- _EXERCISE DIRECTIONS_
Each line of the data below that contains "with" must be copied.

- _DATA SHOWN_
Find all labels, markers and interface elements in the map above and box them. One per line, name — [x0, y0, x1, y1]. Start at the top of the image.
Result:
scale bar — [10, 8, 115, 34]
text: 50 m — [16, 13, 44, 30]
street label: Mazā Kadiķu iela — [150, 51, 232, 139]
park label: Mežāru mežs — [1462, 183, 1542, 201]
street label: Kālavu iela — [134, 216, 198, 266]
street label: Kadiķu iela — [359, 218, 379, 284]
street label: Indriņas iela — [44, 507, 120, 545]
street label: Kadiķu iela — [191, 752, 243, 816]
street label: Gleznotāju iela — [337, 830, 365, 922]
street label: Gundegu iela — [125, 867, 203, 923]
==
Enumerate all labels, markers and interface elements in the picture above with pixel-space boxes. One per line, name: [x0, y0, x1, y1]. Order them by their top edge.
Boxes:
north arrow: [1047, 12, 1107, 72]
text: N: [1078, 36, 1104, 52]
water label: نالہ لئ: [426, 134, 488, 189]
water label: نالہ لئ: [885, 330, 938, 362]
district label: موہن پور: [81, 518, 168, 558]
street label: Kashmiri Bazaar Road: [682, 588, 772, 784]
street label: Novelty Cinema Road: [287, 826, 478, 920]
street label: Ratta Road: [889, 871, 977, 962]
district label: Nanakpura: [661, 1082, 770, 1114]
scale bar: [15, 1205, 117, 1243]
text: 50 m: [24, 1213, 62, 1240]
--
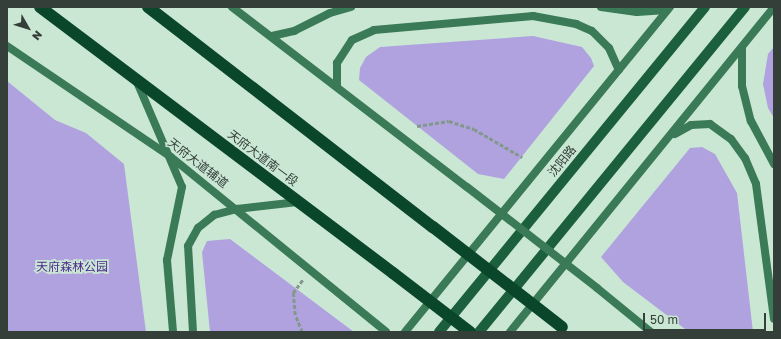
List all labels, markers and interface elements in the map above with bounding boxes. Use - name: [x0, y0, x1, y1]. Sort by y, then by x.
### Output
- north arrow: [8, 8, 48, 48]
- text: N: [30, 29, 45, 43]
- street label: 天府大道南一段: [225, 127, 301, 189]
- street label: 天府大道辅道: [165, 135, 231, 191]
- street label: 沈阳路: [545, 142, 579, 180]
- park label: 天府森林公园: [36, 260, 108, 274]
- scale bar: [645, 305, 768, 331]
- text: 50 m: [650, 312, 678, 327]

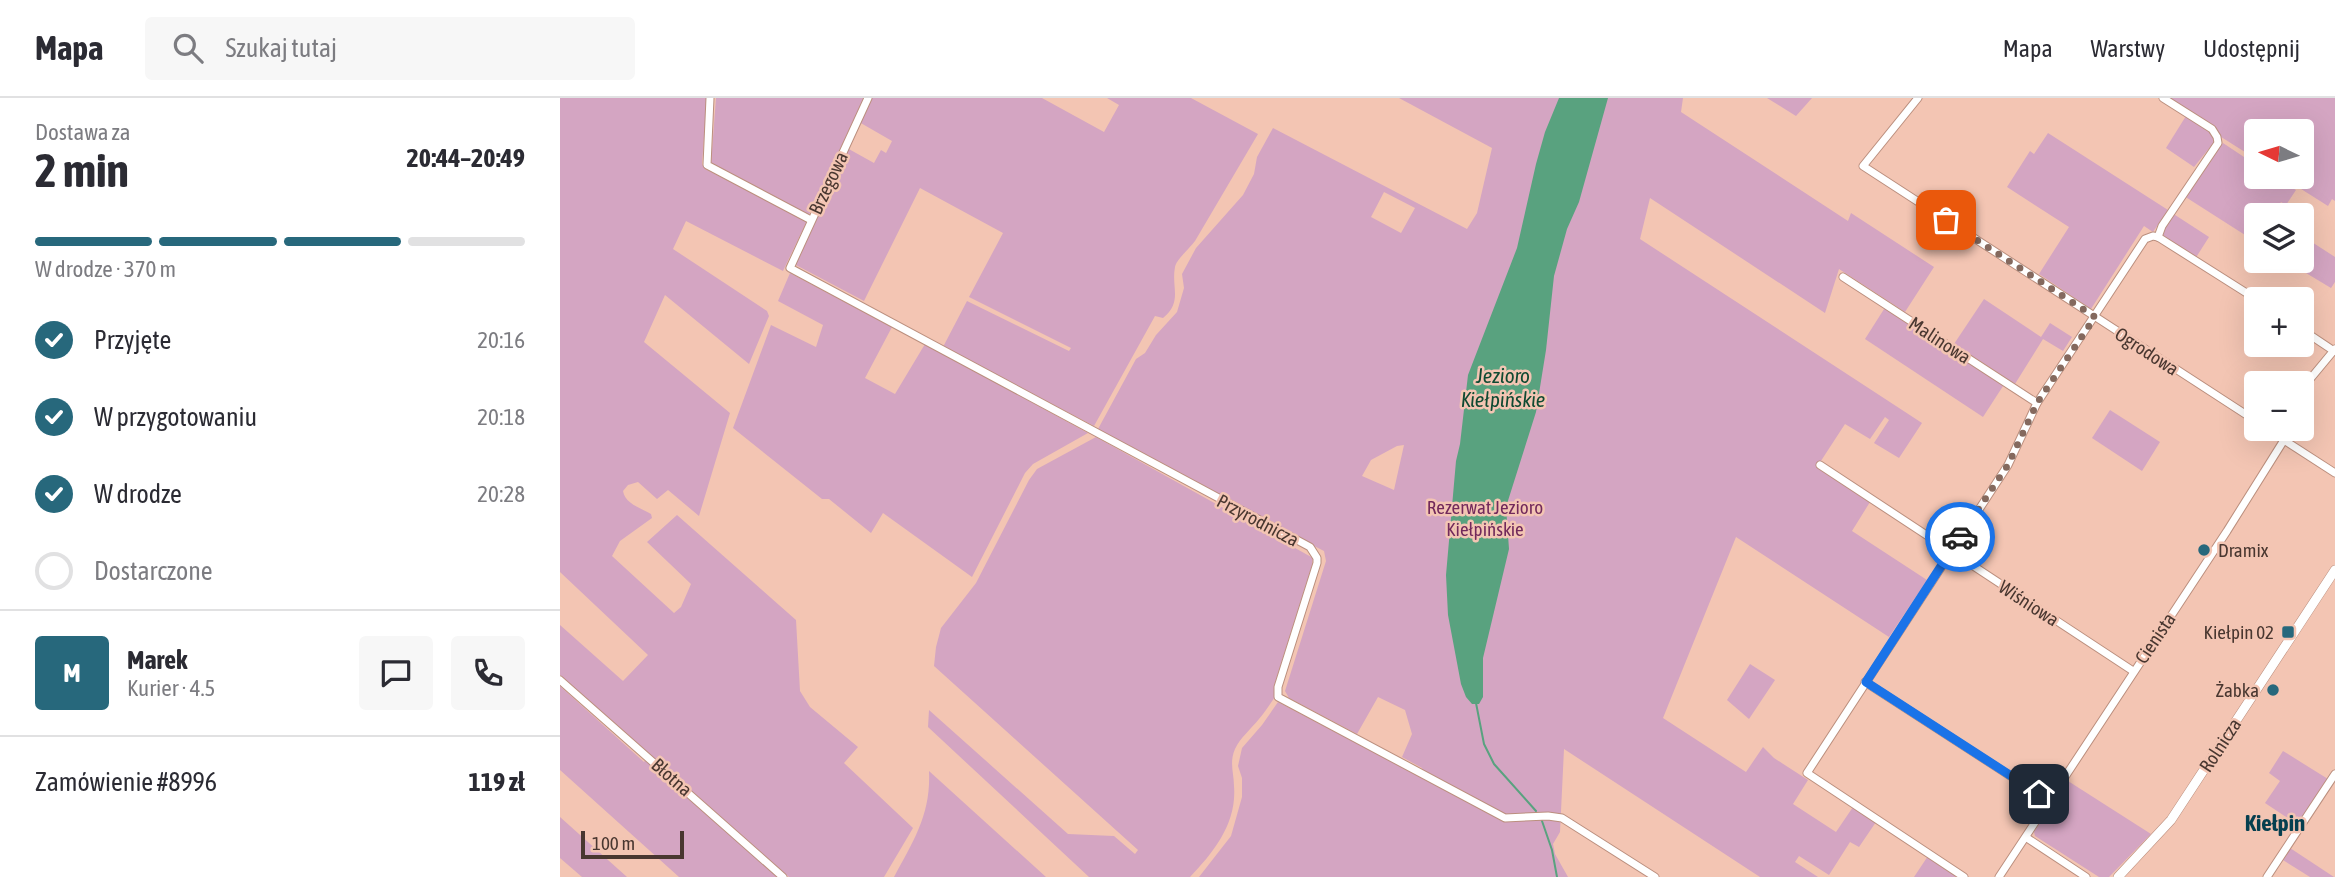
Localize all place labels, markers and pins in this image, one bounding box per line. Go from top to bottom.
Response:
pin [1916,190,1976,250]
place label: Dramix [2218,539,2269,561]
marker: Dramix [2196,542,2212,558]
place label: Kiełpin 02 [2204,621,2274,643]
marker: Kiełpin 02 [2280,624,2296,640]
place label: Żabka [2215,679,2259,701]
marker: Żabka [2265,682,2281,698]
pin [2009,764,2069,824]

- _RESPONSE TO THE EXERCISE_
Enumerate all labels, markers and interface elements in the picture above with pixel-space boxes. One per line, name: [x0, y0, x1, y1]. Order them by their top edge.
List all labels, markers and interface elements in the map above with bounding boxes. Use - name: [x0, y0, x1, y1]. Sort by y, then by x.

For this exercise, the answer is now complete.